Human Molecular Genetics, Vol 6, 887-895, Copyright © 1997 by Oxford University Press
M Pasmanik-Chor, L Madar-Shapiro, EO Stein, H Aerts, S Gatt and M Horowitz
Gaucher disease is a heterogeneous disease characterized by impaired
activity of the lysosomal enzyme glucocerebrosidase. This heterogeneity is
attributed to a large number of mutations in the corresponding gene. In
order to test the biochemical properties of some mutations prevalent among
Israeli populations, the normal human glucocerebrosidase cDNA and cDNAs
carrying mutations N370S, L444P, D409H, recTL, recNcil, P415R and 84GG were
coupled to the T7 RNA polymerase promoter in a vaccinia virus- derived
expression vector (pTM-1). Recombinant viruses were produced and used to
infect human tissue culture cells. RNA and protein stability, recognition
by anti-glucocerebrosidase monoclonal antibodies and intracellular
enzymatic activity were measured. The results demonstrated that the D409H
allele directed synthesis of cytoplasmic RNA with decreased stability
compared with its normal counterpart or other mutated forms. The D409H and
L444P mutated proteins had lower stability than that of their normal
counterpart, while the recNcil- mutated protein was more stable. Only
glucocerebrosidase forms harboring leucine at position 444 were recognized
by the anti- glucocerebrosidase monoclonal antibodies used (8E4 and 2C7).

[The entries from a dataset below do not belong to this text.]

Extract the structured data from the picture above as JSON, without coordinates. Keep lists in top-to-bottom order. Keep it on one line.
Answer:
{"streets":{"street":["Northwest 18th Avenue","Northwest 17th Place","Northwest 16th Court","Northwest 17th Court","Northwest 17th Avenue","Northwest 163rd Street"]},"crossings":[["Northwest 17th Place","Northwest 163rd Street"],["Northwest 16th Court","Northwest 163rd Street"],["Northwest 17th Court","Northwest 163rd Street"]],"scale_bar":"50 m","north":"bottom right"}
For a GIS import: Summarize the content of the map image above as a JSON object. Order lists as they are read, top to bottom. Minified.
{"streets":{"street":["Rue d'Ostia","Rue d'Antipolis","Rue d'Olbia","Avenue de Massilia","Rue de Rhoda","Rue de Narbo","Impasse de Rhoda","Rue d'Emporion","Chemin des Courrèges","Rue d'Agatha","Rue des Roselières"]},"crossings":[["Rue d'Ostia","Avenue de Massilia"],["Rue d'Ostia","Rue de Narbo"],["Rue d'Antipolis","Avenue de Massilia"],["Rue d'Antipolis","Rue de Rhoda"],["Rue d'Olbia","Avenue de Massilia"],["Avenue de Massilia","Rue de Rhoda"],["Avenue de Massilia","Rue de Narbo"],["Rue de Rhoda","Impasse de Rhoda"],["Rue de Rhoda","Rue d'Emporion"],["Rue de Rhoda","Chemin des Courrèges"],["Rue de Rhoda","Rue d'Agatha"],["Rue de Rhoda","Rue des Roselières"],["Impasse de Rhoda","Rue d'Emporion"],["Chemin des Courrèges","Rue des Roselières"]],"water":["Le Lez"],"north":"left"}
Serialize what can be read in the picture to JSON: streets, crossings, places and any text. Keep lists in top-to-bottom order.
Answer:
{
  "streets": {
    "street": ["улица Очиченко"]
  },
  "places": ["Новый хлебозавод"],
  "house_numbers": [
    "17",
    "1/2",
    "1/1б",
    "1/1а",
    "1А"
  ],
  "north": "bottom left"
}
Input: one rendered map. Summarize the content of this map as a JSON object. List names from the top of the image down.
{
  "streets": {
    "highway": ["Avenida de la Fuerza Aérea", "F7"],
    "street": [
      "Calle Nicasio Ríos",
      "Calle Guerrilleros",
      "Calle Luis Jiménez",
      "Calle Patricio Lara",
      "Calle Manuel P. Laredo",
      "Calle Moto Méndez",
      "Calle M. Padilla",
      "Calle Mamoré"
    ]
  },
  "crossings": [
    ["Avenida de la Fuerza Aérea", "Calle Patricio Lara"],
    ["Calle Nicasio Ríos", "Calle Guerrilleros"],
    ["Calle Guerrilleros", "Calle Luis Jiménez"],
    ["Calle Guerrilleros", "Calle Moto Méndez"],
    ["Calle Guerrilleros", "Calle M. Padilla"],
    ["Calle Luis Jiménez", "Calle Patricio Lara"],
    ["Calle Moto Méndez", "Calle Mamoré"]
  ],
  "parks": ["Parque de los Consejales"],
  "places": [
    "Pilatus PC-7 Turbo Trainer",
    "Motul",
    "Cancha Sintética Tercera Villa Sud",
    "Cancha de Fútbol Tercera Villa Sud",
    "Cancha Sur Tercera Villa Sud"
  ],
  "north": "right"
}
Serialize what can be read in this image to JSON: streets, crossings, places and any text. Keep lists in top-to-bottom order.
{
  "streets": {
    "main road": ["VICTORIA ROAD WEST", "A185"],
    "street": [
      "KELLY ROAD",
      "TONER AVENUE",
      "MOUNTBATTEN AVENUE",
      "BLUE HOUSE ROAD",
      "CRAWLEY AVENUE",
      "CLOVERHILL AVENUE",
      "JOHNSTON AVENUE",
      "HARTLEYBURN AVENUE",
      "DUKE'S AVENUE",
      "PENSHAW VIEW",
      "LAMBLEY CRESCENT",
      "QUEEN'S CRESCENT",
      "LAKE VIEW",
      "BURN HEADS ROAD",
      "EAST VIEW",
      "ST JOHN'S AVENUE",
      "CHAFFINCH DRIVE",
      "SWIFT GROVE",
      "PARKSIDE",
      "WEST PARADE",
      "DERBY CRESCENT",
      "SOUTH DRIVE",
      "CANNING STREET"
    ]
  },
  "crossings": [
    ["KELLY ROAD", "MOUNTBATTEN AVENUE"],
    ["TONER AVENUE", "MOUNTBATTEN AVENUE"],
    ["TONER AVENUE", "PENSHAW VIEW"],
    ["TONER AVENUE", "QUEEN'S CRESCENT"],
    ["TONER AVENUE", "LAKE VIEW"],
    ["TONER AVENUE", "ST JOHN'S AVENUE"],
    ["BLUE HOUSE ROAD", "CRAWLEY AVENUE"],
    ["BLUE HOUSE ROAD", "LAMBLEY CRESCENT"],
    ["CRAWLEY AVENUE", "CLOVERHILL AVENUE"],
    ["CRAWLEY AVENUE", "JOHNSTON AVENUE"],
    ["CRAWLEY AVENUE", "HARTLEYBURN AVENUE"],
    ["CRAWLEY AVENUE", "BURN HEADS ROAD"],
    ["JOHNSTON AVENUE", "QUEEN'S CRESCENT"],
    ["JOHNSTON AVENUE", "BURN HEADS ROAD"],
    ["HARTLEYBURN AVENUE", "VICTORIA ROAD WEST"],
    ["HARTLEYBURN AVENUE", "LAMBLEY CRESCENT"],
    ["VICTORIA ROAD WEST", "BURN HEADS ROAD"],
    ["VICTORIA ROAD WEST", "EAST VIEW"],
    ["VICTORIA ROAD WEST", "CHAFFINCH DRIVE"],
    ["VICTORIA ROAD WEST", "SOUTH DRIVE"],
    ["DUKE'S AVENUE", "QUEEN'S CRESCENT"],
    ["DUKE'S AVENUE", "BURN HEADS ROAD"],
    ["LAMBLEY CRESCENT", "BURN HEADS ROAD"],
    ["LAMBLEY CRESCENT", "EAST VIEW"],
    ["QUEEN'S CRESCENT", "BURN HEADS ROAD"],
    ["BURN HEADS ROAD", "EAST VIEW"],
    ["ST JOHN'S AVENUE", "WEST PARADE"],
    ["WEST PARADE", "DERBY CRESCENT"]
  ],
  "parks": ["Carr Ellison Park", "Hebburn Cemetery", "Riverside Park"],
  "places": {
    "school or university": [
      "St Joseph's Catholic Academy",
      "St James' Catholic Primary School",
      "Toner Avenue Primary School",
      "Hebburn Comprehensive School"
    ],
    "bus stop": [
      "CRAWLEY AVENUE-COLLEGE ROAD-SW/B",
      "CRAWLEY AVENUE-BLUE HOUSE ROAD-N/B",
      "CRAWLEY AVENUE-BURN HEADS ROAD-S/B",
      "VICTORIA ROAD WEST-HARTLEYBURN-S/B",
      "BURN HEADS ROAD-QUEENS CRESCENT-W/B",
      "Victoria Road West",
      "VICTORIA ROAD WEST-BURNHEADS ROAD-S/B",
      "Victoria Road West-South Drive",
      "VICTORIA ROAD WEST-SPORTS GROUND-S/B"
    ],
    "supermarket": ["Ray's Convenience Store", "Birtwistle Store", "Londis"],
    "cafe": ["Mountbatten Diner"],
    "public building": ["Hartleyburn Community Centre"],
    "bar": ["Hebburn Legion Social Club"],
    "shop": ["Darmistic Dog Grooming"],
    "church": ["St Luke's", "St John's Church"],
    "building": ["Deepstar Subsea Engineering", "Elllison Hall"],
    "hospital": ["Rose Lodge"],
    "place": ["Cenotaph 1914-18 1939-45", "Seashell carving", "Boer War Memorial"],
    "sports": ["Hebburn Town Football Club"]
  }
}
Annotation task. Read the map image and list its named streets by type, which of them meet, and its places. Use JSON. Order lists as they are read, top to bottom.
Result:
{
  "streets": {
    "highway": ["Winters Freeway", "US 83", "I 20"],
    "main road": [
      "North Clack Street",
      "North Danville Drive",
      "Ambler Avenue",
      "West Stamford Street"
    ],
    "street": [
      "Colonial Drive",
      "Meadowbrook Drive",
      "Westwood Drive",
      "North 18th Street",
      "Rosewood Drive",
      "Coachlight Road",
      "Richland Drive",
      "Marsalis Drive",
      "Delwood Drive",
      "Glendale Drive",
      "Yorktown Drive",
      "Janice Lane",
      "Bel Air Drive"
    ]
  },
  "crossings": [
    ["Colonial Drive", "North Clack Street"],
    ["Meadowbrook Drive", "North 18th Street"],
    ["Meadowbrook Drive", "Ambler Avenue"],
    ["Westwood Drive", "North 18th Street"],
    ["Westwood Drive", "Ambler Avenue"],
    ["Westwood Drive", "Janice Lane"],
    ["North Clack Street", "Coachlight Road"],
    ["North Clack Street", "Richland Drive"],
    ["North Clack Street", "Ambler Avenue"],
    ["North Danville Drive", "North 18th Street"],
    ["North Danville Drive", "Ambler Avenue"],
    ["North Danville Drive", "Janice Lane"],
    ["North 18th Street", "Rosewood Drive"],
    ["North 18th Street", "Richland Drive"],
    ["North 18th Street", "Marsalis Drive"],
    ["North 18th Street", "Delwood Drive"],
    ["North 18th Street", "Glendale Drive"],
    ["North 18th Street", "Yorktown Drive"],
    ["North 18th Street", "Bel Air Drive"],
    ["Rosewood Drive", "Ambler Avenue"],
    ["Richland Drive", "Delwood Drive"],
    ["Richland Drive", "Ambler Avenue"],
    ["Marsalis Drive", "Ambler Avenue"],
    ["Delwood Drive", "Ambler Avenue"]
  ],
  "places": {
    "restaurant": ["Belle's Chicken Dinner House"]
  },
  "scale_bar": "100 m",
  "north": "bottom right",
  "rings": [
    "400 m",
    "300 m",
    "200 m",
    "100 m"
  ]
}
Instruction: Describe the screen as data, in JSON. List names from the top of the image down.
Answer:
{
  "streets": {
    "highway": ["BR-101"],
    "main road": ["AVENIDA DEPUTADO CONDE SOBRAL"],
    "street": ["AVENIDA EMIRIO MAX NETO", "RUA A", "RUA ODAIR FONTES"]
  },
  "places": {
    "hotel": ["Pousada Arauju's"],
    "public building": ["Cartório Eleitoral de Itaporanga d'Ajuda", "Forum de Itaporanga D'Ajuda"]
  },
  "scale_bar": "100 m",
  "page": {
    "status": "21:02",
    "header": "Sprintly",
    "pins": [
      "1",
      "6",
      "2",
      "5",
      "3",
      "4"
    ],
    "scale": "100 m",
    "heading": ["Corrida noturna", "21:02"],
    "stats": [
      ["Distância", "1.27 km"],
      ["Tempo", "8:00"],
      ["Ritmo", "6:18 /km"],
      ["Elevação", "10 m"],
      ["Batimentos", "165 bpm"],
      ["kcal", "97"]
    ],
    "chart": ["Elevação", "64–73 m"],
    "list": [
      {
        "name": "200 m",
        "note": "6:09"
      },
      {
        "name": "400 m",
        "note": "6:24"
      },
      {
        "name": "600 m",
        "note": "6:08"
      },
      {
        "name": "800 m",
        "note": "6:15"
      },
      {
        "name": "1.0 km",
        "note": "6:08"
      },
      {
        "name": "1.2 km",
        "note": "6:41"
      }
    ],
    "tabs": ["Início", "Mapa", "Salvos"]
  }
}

Measurements of enzymatic activity of the recombinant proteins in cells
loaded with a fluorescent glucosylceramide demonstrated that the N370S
mutated enzyme had activity similar to that of the normal enzyme. The other
mutated enzymes exhibited varying degrees of activities, generally
corresponding to the phenotypes with which they are associated. The results
presented demonstrate the use of the vaccinia virus-derived expression
system and of loading living cells with fluorescent substrate as efficient
tools for studying mutants in Gaucher disease and in other lysosomal
diseases.
ARTICLES
Expression of mutated glucocerebrosidase alleles in human cells
Department of Cell Research and Immunology, Tel-Aviv University, Ramat- Aviv, Israel.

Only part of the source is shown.